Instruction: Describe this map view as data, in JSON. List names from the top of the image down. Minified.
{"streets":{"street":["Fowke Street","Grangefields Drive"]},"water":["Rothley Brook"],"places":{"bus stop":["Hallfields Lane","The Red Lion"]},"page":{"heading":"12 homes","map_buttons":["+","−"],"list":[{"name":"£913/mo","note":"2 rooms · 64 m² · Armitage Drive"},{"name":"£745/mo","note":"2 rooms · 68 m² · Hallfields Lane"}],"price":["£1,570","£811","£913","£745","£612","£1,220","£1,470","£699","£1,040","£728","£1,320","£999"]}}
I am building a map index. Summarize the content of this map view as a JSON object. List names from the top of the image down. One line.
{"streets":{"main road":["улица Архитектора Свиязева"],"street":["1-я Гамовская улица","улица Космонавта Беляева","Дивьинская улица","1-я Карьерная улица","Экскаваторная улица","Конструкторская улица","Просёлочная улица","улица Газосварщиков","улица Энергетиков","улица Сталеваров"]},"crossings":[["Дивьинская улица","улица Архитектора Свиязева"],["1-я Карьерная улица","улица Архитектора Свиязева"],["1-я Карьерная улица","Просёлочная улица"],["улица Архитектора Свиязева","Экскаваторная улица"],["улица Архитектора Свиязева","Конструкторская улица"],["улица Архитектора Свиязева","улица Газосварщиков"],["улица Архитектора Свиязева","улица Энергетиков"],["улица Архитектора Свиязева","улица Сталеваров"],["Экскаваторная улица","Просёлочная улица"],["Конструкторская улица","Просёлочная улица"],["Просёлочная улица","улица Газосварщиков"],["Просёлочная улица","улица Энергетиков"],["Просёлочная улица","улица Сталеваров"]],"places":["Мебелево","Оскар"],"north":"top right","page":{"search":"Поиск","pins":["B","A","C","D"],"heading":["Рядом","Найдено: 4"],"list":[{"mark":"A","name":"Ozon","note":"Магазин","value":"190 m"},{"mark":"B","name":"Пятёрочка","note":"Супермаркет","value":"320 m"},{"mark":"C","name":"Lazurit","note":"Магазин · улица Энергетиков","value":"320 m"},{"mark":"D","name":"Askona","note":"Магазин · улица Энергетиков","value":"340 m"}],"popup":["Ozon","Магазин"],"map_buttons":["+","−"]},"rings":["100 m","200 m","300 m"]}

+--

* [Exercise] A faithful, complete reproduction of the listing above is requested.

* [Solution to this task]
Instruction: Describe this map view as data, in JSON. List names from the top of the image down. Minified.
{"streets":{"street":["Fowke Street","Grangefields Drive"]},"water":["Rothley Brook"],"places":{"bus stop":["Hallfields Lane","The Red Lion"]},"page":{"heading":"12 homes","map_buttons":["+","−"],"list":[{"name":"£913/mo","note":"2 rooms · 64 m² · Armitage Drive"},{"name":"£745/mo","note":"2 rooms · 68 m² · Hallfields Lane"}],"price":["£1,570","£811","£913","£745","£612","£1,220","£1,470","£699","£1,040","£728","£1,320","£999"]}}
I am building a map index. Summarize the content of this map view as a JSON object. List names from the top of the image down. One line.
{"streets":{"main road":["улица Архитектора Свиязева"],"street":["1-я Гамовская улица","улица Космонавта Беляева","Дивьинская улица","1-я Карьерная улица","Экскаваторная улица","Конструкторская улица","Просёлочная улица","улица Газосварщиков","улица Энергетиков","улица Сталеваров"]},"crossings":[["Дивьинская улица","улица Архитектора Свиязева"],["1-я Карьерная улица","улица Архитектора Свиязева"],["1-я Карьерная улица","Просёлочная улица"],["улица Архитектора Свиязева","Экскаваторная улица"],["улица Архитектора Свиязева","Конструкторская улица"],["улица Архитектора Свиязева","улица Газосварщиков"],["улица Архитектора Свиязева","улица Энергетиков"],["улица Архитектора Свиязева","улица Сталеваров"],["Экскаваторная улица","Просёлочная улица"],["Конструкторская улица","Просёлочная улица"],["Просёлочная улица","улица Газосварщиков"],["Просёлочная улица","улица Энергетиков"],["Просёлочная улица","улица Сталеваров"]],"places":["Мебелево","Оскар"],"north":"top right","page":{"search":"Поиск","pins":["B","A","C","D"],"heading":["Рядом","Найдено: 4"],"list":[{"mark":"A","name":"Ozon","note":"Магазин","value":"190 m"},{"mark":"B","name":"Пятёрочка","note":"Супермаркет","value":"320 m"},{"mark":"C","name":"Lazurit","note":"Магазин · улица Энергетиков","value":"320 m"},{"mark":"D","name":"Askona","note":"Магазин · улица Энергетиков","value":"340 m"}],"popup":["Ozon","Магазин"],"map_buttons":["+","−"]},"rings":["100 m","200 m","300 m"]}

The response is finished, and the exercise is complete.